Exercise details: Report every line below that has the string "left" in it.

[Start of section]

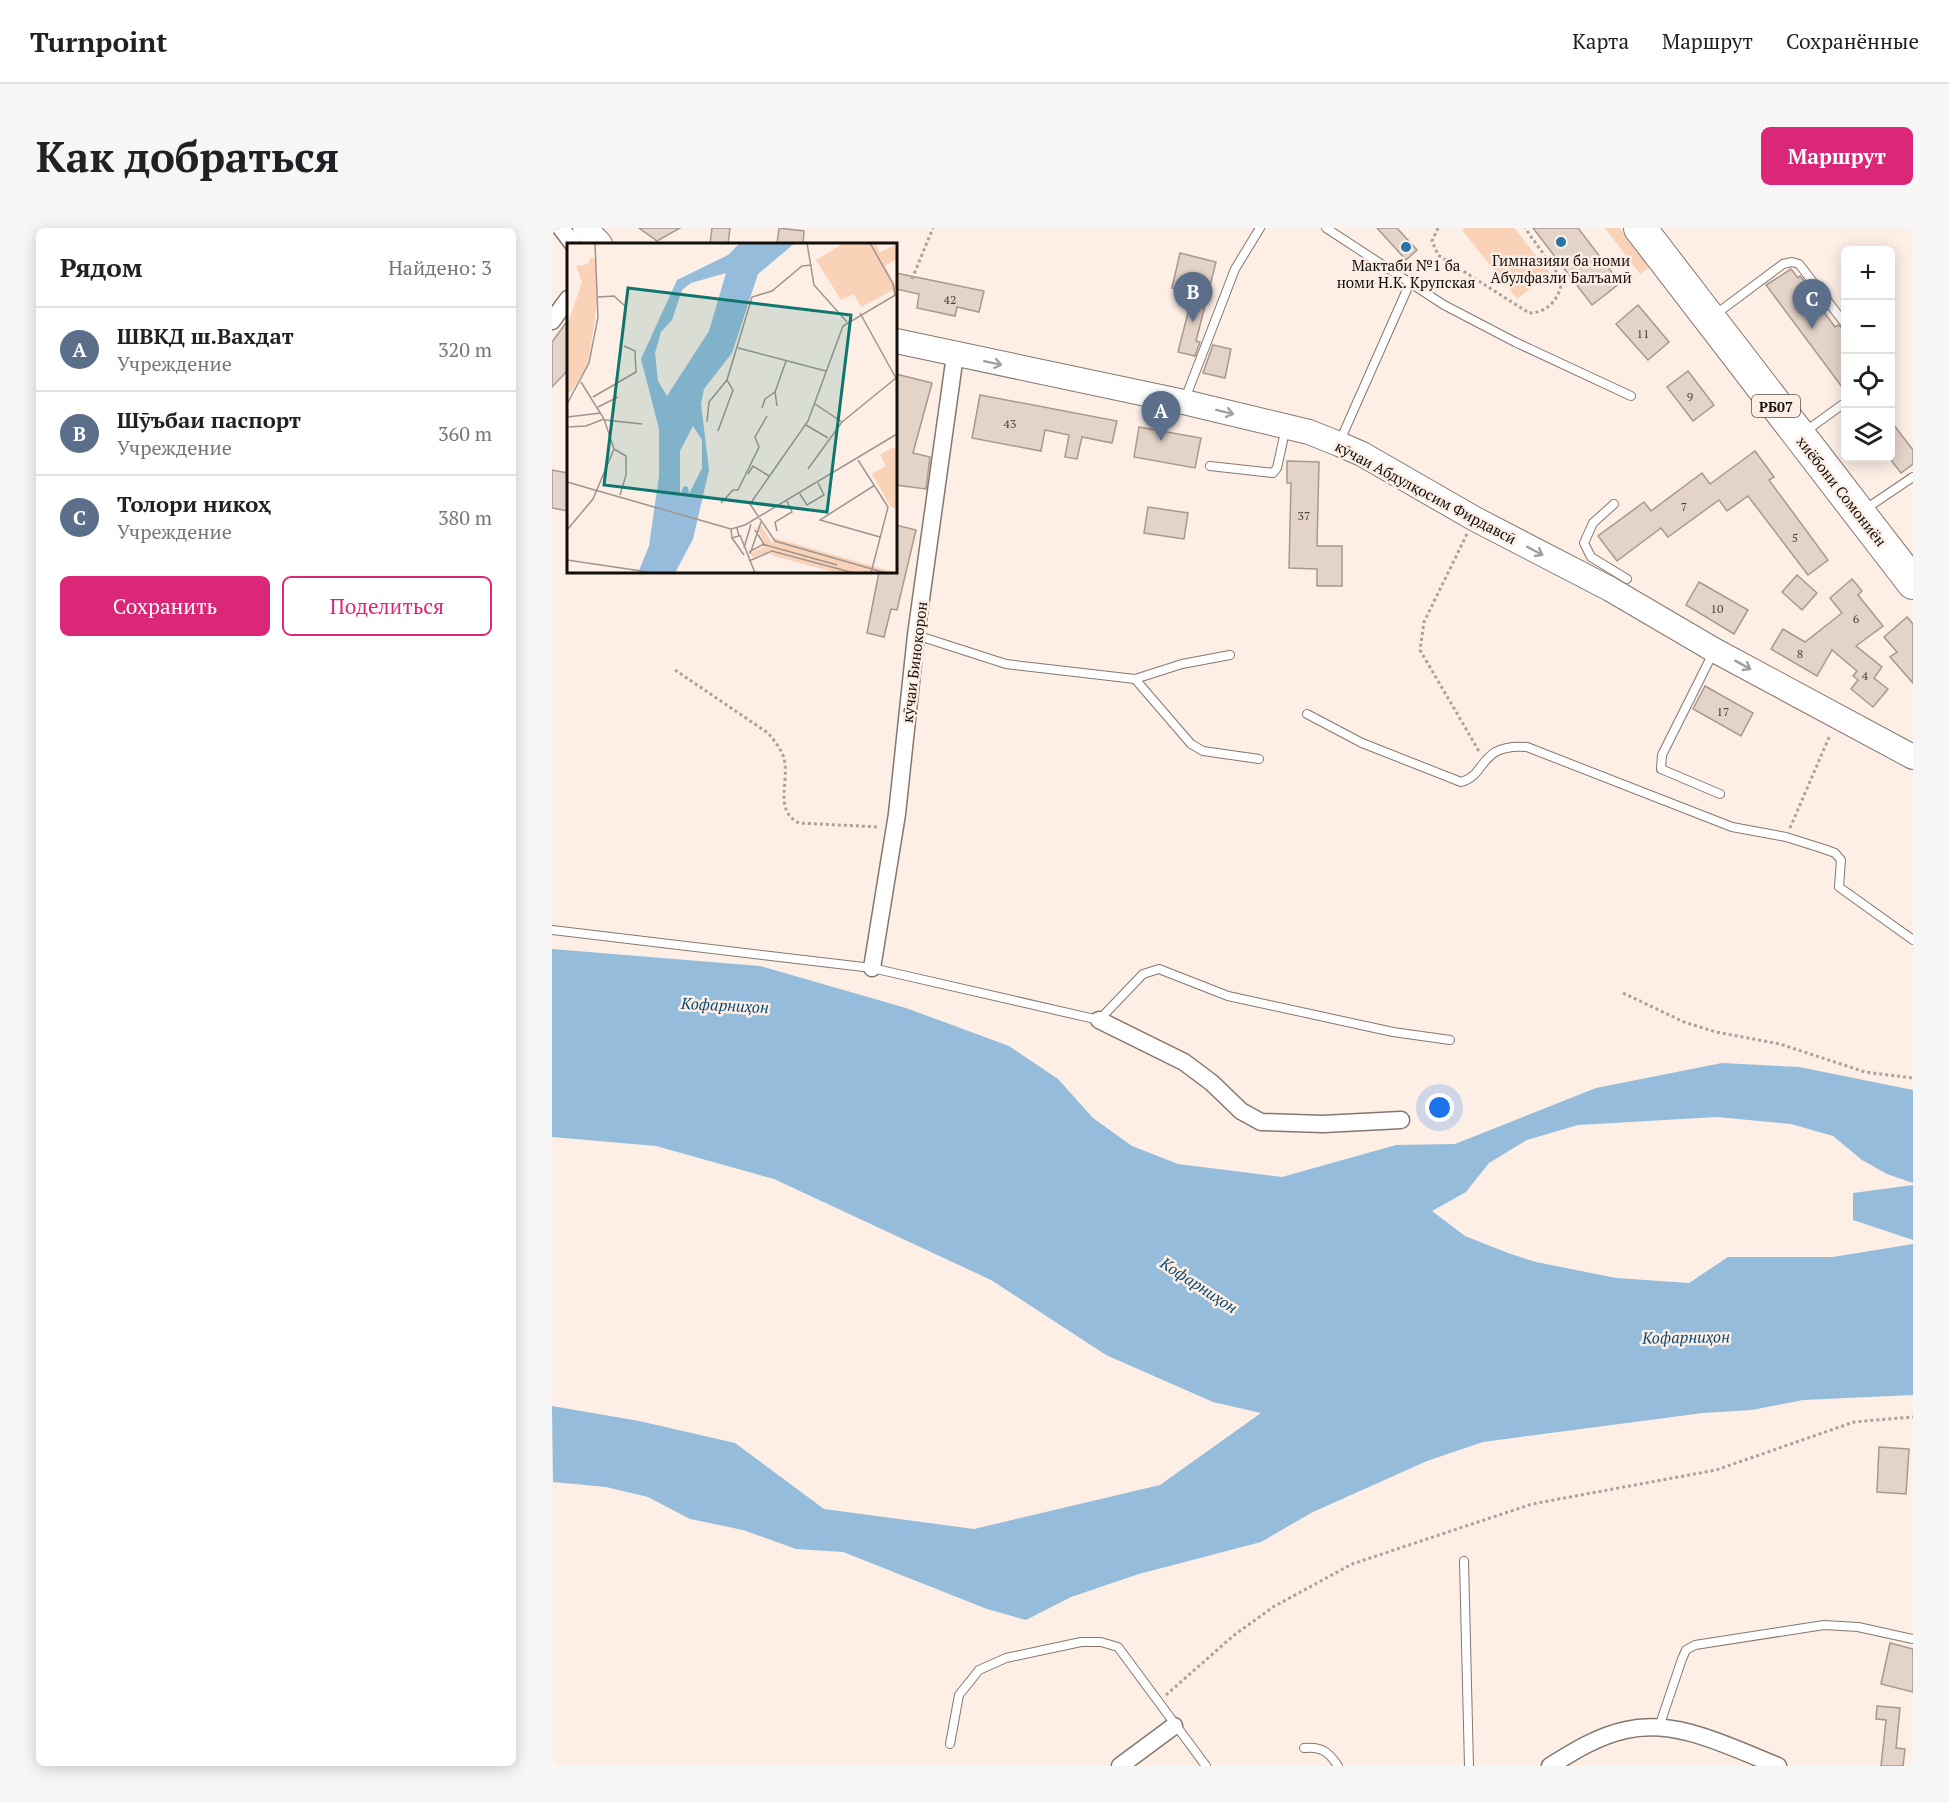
<!DOCTYPE html>
<html lang="ru">
<meta charset="utf-8">
<style>
:root{--surface:#fff;--page:#f6f6f6;--text:#202124;--muted:#757577;--line:#e0e0e0;--accent:#db2777}
body{margin:0;font-family:"PT Serif",serif;background:var(--page);color:var(--text)}
.controls{position:absolute;right:18px;top:18px;display:grid;overflow:hidden;border-radius:9px;box-shadow:0 3px 15px #0003}
.controls button{width:54px;height:54px;display:grid;place-items:center;padding:0;border:0;border-bottom:2px solid var(--line);background:var(--surface);color:var(--text);font:30px sans-serif}
.you{position:absolute;left:888px;top:880px;width:21px;height:21px;margin:-15px;border:4px solid #fff;border-radius:50%;background:#1a73e8;box-shadow:0 0 0 9px #1a73e833}
.badge{display:grid;place-items:center;width:39px;height:39px;border-radius:50%;background:var(--accent);color:#fff;font-size:20px;font-weight:700}
.pin{position:absolute;translate:-50% -50px;filter:drop-shadow(0 2px 3px #0008)}
.pin::after{content:'';position:absolute;top:32px;width:21px;height:18px;background:inherit;clip-path:polygon(0 0,100% 0,50% 100%)}
.list{margin:0;padding:0;list-style:none}
h2{display:flex;justify-content:space-between;align-items:center;height:78px;margin:0;padding:0 24px;font-size:26px}
h2 small{font-size:20px;font-weight:400;color:var(--muted)}
.list li{display:grid;grid-template-columns:39px 1fr auto;gap:18px;align-items:center;box-sizing:border-box;height:84px;padding:0 24px;border-top:2px solid var(--line)}
.list b{display:block;font-size:22px;white-space:nowrap}
.list p{margin:0;font-size:20px;white-space:nowrap;color:var(--muted)}
.list em{font-size:20px;font-style:normal;color:var(--muted)}
.actions{display:flex;gap:12px;padding:18px 24px}
.actions a{flex:1;padding:14px 0;border:2px solid var(--accent);border-radius:9px;text-align:center;font-size:21px;color:var(--accent)}
.actions .main{background:var(--accent);color:#fff}
.icon{flex:none;width:33px;height:33px;fill:none;stroke:currentColor;stroke-width:2;stroke-linecap:round;stroke-linejoin:round}
.map{position:relative;flex:none;width:1361px;height:1538px;overflow:hidden;border-radius:9px}
header{display:flex;align-items:center;gap:36px;box-sizing:border-box;height:84px;padding:0 30px;background:var(--surface);border-bottom:2px solid var(--line)}
header strong{font-size:28px}
nav{display:flex;gap:33px;margin-inline-start:auto;font-size:21px}
.intro{display:flex;align-items:center;justify-content:space-between;box-sizing:border-box;height:144px;padding:0 36px}
h1{margin:0;font-size:42px}
.button{padding:15px 27px;border-radius:9px;background:var(--accent);color:#fff;font-size:21px;font-weight:700}
main{display:flex;gap:36px;padding:0 36px}
aside{flex:1;background:var(--surface);border-radius:9px;box-shadow:0 3px 15px #0003}
.map>svg:first-child{display:block}
.green{fill:#f9d2b8}
.water{fill:#95bcdb}
.building{fill:#e4d3c9;stroke:#a8988e;stroke-width:1.5}
.lines{fill:none;stroke-linecap:round;stroke-linejoin:round}
.lane-casing{stroke:#86776d;stroke-width:10}
.street-casing{stroke:#86776d;stroke-width:19}
.secondary-casing{stroke:#86776d;stroke-width:26}
.highway-casing{stroke:#86776d;stroke-width:34}
.path{stroke:#ada29b;stroke-width:3;stroke-dasharray:3 3;stroke-linecap:butt}
.lane{stroke:#fff;stroke-width:8}
.street{stroke:#fff;stroke-width:16}
.secondary{stroke:#fff;stroke-width:24}
.highway{stroke:#fff;stroke-width:32}
.oneway{stroke:#a19f9d}
.poi-dot{fill:#2973a7;stroke:#fdefe6;stroke-width:2}
.labels{text-anchor:middle;dominant-baseline:central;stroke-width:5;stroke-linejoin:round;paint-order:stroke}
.number-label{font-size:12px;fill:#473f3a}
.shield{fill:#fdefe6;stroke:#59524c;stroke-width:1.5}
.shield-label{font-size:14px;font-weight:bold;fill:#130e0a}
.poi-label{font-size:15px;fill:#130e0a;stroke:#fdefe6}
.street-label{font-size:15px;fill:#130e0a;stroke:#fdefe6}
.water-label{font-size:16px;font-style:italic;fill:#094b73;stroke:#fdefe6}
.inset-road{fill:none;stroke:#9f958e;stroke-width:1.5}
.view{fill:#0f766e;fill-opacity:0.15;stroke:#0f766e;stroke-width:3}
.inset-edge{fill:none;stroke:#130e0a;stroke-width:3}
</style>
<header>
<strong>Turnpoint</strong>
<nav><a>Карта</a><a>Маршрут</a><a>Сохранённые</a></nav>
</header>
<div class="intro"><h1>Как добраться</h1><a class="button">Маршрут</a></div>
<main>
<aside>
<h2>Рядом<small>Найдено: 3</small></h2>
<ul class="list">
<li><span class="badge" style="background:#5c6f8a">A</span><div><b>ШВКД ш.Вахдат</b><p>Учреждение</p></div><em>320 m</em></li>
<li><span class="badge" style="background:#5c6f8a">B</span><div><b>Шӯъбаи паспорт</b><p>Учреждение</p></div><em>360 m</em></li>
<li><span class="badge" style="background:#5c6f8a">C</span><div><b>Толори никоҳ</b><p>Учреждение</p></div><em>380 m</em></li>
</ul>
<div class="actions"><a class="main">Сохранить</a><a>Поделиться</a></div>
</aside>
<div class="map">
<svg width="1361" height="1538" viewBox="0 0 1361 1538">
<rect width="100%" height="100%" fill="#fdefe6"/>
<!-- green -->
<g class="green">
<path d="M913,0H962L998,45L965,71L910,2Z"/>
<path d="M1053,0H1068L1098,39L1088,46Z"/>
</g>
<!-- water -->
<g class="water">
<path d="M0,721L208,738L354,780L457,818L506,851L541,890L580,918L626,936L730,949L844,917L903,916L1044,860L1170,835L1247,839L1361,862V955L1335,946L1310,932L1281,908L1239,896L1165,889L1026,897L975,912L937,935L914,964L880,983L913,1008L956,1025L984,1034L1064,1050L1137,1055L1176,1029H1281L1361,1016V1167L1251,1172L1200,1182L1151,1185L931,1214L875,1233L761,1284L709,1314L587,1346L519,1369L474,1392L435,1381L291,1324L244,1321L191,1302L138,1291L96,1269L54,1259L1,1254L0,1178L87,1193L183,1215L272,1281L422,1301L608,1257L709,1185L661,1174L554,1127L439,1052L222,951L104,918L0,909Z"/>
<path d="M1361,957V1012L1301,992V965Z"/>
</g>
<!-- building -->
<g class="building">
<path d="M87,0H128L105,13Z"/>
<path d="M160,0H178L176,16H158Z"/>
<path d="M227,0L252,3L251,16H225Z"/>
<path d="M825,0H845L865,22L854,32Z"/>
<path d="M981,0H1026L1068,55L1040,77Z"/>
<path d="M628,25L664,34L644,113L648,114L643,128L626,124L641,65L620,60Z"/>
<path d="M1239,41L1246,50L1248,48L1271,77L1268,79L1283,99L1286,97L1293,103V163L1214,57Z"/>
<path d="M344,45L432,63L427,84L405,79L403,88L365,80L367,66L344,61Z"/>
<path d="M1086,77L1117,114L1096,132L1064,96Z"/>
<path d="M16,92V142L0,159V114Z"/>
<path d="M661,117L679,121L673,150L651,145Z"/>
<path d="M1136,143L1162,177L1141,193L1115,159Z"/>
<path d="M344,146L380,155L361,225L378,229L374,261L344,257Z"/>
<path d="M428,167L565,193L560,215L530,209L525,231L513,229L517,207L493,202L489,223L420,210Z"/>
<path d="M1338,192L1361,222V236L1349,245L1338,231Z"/>
<path d="M587,199L649,210L643,240L582,229Z"/>
<path d="M1203,223L1222,249L1217,252L1276,332L1256,347L1196,268L1175,283L1167,272L1116,309L1109,300L1065,333L1046,308L1092,274L1099,283L1150,245L1158,256Z"/>
<path d="M735,233L767,234L765,318H790V358H765V341L737,340L739,255H735Z"/>
<path d="M0,242L16,245V283L0,280Z"/>
<path d="M596,279L636,285L632,311L592,305Z"/>
<path d="M344,297L364,302L345,382L339,381L332,409L315,405L327,344H344Z"/>
<path d="M1245,347L1265,365L1250,382L1230,364Z"/>
<path d="M1300,351L1310,363L1306,367L1331,398L1304,418L1330,439L1322,450L1336,461L1321,479L1299,461L1306,452L1301,448L1305,443L1280,422L1265,448L1219,421L1231,401L1253,414L1290,385L1278,370Z"/>
<path d="M1147,354L1196,382L1182,406L1134,377Z"/>
<path d="M1355,389L1361,396V455L1338,429L1345,424L1332,409Z"/>
<path d="M1153,458L1201,485L1189,508L1141,481Z"/>
<path d="M1327,1219L1357,1221L1354,1266L1325,1264Z"/>
<path d="M1338,1415L1361,1421V1464L1329,1456Z"/>
<path d="M1325,1478L1348,1480L1344,1520L1353,1521L1351,1538H1329L1334,1492L1324,1491Z"/>
</g>
<g class="lines">
<defs>
<g id="lane">
<path d="M774,0L892,77L963,114L1079,168"/>
<path d="M1168,83L1231,36L1240,34L1247,36L1294,97"/>
<path d="M633,171L683,41L708,0"/>
<path d="M1258,200L1294,174"/>
<path d="M787,215L857,57"/>
<path d="M658,238L721,245L725,240L734,199"/>
<path d="M1062,276L1041,295L1032,315L1039,329L1075,351"/>
<path d="M1318,278L1361,249"/>
<path d="M364,407L454,436L583,451L630,436L678,427"/>
<path d="M1161,425L1110,527L1109,541L1168,566"/>
<path d="M583,451L639,516L651,523L707,531"/>
<path d="M755,486L810,515L909,554C935,548 926,515 975,519L1180,599L1234,609L1272,621L1283,625L1289,632L1287,659L1361,712"/>
<path d="M0,702L320,740L547,792L591,746L607,741L676,768L841,804L898,812"/>
<path d="M912,1333L917,1538"/>
<path d="M1107,1499L1130,1431L1134,1422L1143,1417L1272,1397L1306,1399L1361,1411"/>
<path d="M398,1516L407,1467L427,1442L454,1430L529,1414H549L566,1419L654,1538"/>
<path d="M752,1520C769,1518 777,1524 786,1538"/>
</g>
<g id="street">
<path d="M9,0L21,16"/>
<path d="M0,93L16,71"/>
<path d="M320,740L345,586L364,407L403,127"/>
<path d="M547,792L632,834L660,855L689,883L709,894L771,896L849,892"/>
<path d="M568,1538L622,1498"/>
<path d="M998,1538C1022,1523 1046,1508 1074,1502C1125,1490 1180,1520 1226,1538"/>
</g>
<g id="secondary">
<path d="M33,0L48,16"/>
<path d="M344,113L632,174L757,204L787,216L810,226L923,291L1058,361L1162,422L1361,529"/>
</g>
<path id="highway" d="M1088,0L1361,355"/>
</defs>
<!-- lane casing -->
<use href="#lane" class="lane-casing"/>
<!-- street casing -->
<use href="#street" class="street-casing"/>
<!-- secondary casing -->
<use href="#secondary" class="secondary-casing"/>
<!-- highway casing -->
<use href="#highway" class="highway-casing"/>
<!-- path -->
<g class="path">
<path d="M886,0L880,13L886,27L977,85C996,85 1008,70 1010,52L973,0"/>
<path d="M360,51L381,0"/>
<path d="M915,306L872,394L868,422L928,525"/>
<path d="M123,442L216,505C222,512 229,521 232,530C238,553 221,582 247,595L327,599"/>
<path d="M1238,600L1278,507"/>
<path d="M1071,765L1132,794L1164,804L1228,816L1313,844L1361,850"/>
<path d="M614,1467L681,1408L721,1379L800,1336L980,1276L1164,1242L1302,1194L1361,1189"/>
</g>
<!-- lane -->
<use href="#lane" class="lane"/>
<!-- street -->
<use href="#street" class="street"/>
<!-- secondary -->
<use href="#secondary" class="secondary"/>
<!-- highway -->
<use href="#highway" class="highway"/>
</g>
<!-- one-way arrows -->
<defs><path id="oneway-shaft" d="M-6 0H5M1.5-3L5.5 0L1.5 3" fill="none" stroke-width="1.6" stroke-linecap="round" stroke-linejoin="round" transform="scale(1.5)"/></defs>
<g class="oneway">
<use href="#oneway-shaft" transform="translate(441 135) rotate(12)"/>
<use href="#oneway-shaft" transform="translate(673 184) rotate(14)"/>
<use href="#oneway-shaft" transform="translate(983 323) rotate(28)"/>
<use href="#oneway-shaft" transform="translate(1191 437) rotate(29)"/>
</g>
<!-- markers -->
<g class="poi-dot">
<circle cx="1009" cy="14" r="6"/>
<circle cx="854" cy="19" r="6"/>
</g>
<g class="labels">
<!-- number labels -->
<g class="number-label">
<text x="398" y="71">42</text>
<text x="1091" y="105">11</text>
<text x="1138" y="168">9</text>
<text x="458" y="195">43</text>
<text x="1132" y="278">7</text>
<text x="752" y="287">37</text>
<text x="1243" y="309">5</text>
<text x="1165" y="380">10</text>
<text x="1304" y="390">6</text>
<text x="1248" y="425">8</text>
<text x="1313" y="447">4</text>
<text x="1171" y="483">17</text>
</g>
<!-- shield labels -->
<rect class="shield" x="1200" y="167" width="48" height="22" rx="4.5"/>
<g class="shield-label">
<text x="1224" y="178">РБ07</text>
</g>
<!-- poi labels -->
<g class="poi-label">
<text x="1009" y="32">Гимназияи ба номи<tspan x="1009" dy="17">Абулфазли Балъамӣ</tspan></text>
<text x="854" y="37">Мактаби №1 ба<tspan x="854" dy="17">номи Н.К. Крупская</tspan></text>
</g>
<!-- street labels -->
<g class="street-label">
<text transform="translate(1290 263) rotate(52)">хиёбони Сомониён</text>
<text transform="translate(874 264) rotate(28)">кӯчаи Абдулқосим Фирдавсӣ</text>
<text transform="translate(362 434) rotate(-83)">кӯчаи Бинокорон</text>
</g>
<!-- water labels -->
<g class="water-label">
<text transform="translate(173 777) rotate(3)">Кофарниҳон</text>
<text transform="translate(647 1057) rotate(33)">Кофарниҳон</text>
<text transform="translate(1134 1109) rotate(-1)">Кофарниҳон</text>
</g>
</g>
<!-- overview -->
<g transform="translate(15 15)">
<rect width="330" height="330" fill="#fdefe6"/>
<path d="M277,0H308L313,9L328,2L330,16L318,23L330,45L294,64L287,51L274,57L249,17ZM23,15H28L31,55L21,121L5,148L0,150V83L15,39L9,23L21,21ZM324,205H330V266L324,264L305,231L319,223L313,212ZM193,281L206,301L208,295L330,330H270L204,312L205,307L186,315L184,310L199,303L190,285Z" fill="#f9d2b8"/>
<path d="M173,0H228L191,31L165,110L137,146L134,161L142,227L126,296L108,330H71L82,303L92,233V186L74,116L110,37L161,12ZM159,30L142,88L100,153L91,138L88,110L94,89L105,77L115,47L124,40ZM126,183L135,197V225L122,251L121,244L117,243L113,251V208Z" fill="#95bcdb" fill-rule="evenodd"/>
<path class="inset-road" d="M240,0L247,42L280,79M303,0L326,41L328,52M31,54L47,53L58,63M293,70L330,137M171,105L259,128M26,154L69,129L68,108L57,103M0,161L22,120L31,74L28,0M248,161L275,179M210,163L208,149L219,118M31,164L51,154M195,165L198,156L208,149M0,174L34,170M38,177L75,181M140,179L142,159L160,137M239,182L261,195M0,184L19,183L37,176M151,188L166,147L160,137L185,54L205,48L235,23L245,22M47,206L59,213V232L53,252M291,217L321,264L304,330M241,226L275,179L329,135M181,231L186,223L202,233M0,239L164,286M308,242L253,277L313,294M233,251L240,262L257,252L251,240M154,260L166,247H171L192,204L188,194L200,173M170,285L172,293L165,295L164,286L178,282L330,191M0,287L26,256L47,206L37,176L14,139M210,288L208,279L225,269L220,258M173,292L188,330M165,295L177,312M195,301L270,322M177,305L184,281M182,309L197,301L188,287M183,311L194,279M0,317L88,330M182,318L205,308L287,330M319,330L208,298L183,261L241,178L276,83L330,51"/>
<path class="view" d="M61,45L284,72L260,269L37,242Z"/>
<rect width="330" height="330" class="inset-edge"/>
</g>
</svg>
<div class="controls">
<button>+</button>
<button>−</button>
<button><svg class="icon" aria-label="locate" viewBox="0 0 24 24"><circle cx="12" cy="12" r="6"/><path d="M12 2v4M12 18v4M2 12h4M18 12h4"/></svg></button>
<button><svg class="icon" aria-label="layers" viewBox="0 0 24 24"><path d="M12 4l9 5-9 5-9-5zM3 14l9 5 9-5"/></svg></button>
</div>
<div class="you"></div>
<div class="pin badge" style="left:609px;top:213px;background:#5c6f8a">A</div>
<div class="pin badge" style="left:641px;top:94px;background:#5c6f8a">B</div>
<div class="pin badge" style="left:1260px;top:101px;background:#5c6f8a">C</div>
</div>
</main>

[End of section]

Exercise answer:
.you{position:absolute;left:888px;top:880px;width:21px;height:21px;margin:-15px;border:4px solid #fff;border-radius:50%;background:#1a73e8;box-shadow:0 0 0 9px #1a73e833}
<div class="pin badge" style="left:609px;top:213px;background:#5c6f8a">A</div>
<div class="pin badge" style="left:641px;top:94px;background:#5c6f8a">B</div>
<div class="pin badge" style="left:1260px;top:101px;background:#5c6f8a">C</div>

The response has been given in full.